Records from a dataset =
----

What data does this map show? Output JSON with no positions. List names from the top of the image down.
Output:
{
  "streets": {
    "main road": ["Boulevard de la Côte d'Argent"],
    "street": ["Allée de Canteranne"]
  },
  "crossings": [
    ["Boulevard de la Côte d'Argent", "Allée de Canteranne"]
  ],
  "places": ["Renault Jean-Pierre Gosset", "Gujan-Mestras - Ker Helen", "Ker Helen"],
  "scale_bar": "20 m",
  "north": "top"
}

----

Output the data above exactly, please, line for line.

What data does this map show? Output JSON with no positions. List names from the top of the image down.
Output:
{
  "streets": {
    "main road": ["Boulevard de la Côte d'Argent"],
    "street": ["Allée de Canteranne"]
  },
  "crossings": [
    ["Boulevard de la Côte d'Argent", "Allée de Canteranne"]
  ],
  "places": ["Renault Jean-Pierre Gosset", "Gujan-Mestras - Ker Helen", "Ker Helen"],
  "scale_bar": "20 m",
  "north": "top"
}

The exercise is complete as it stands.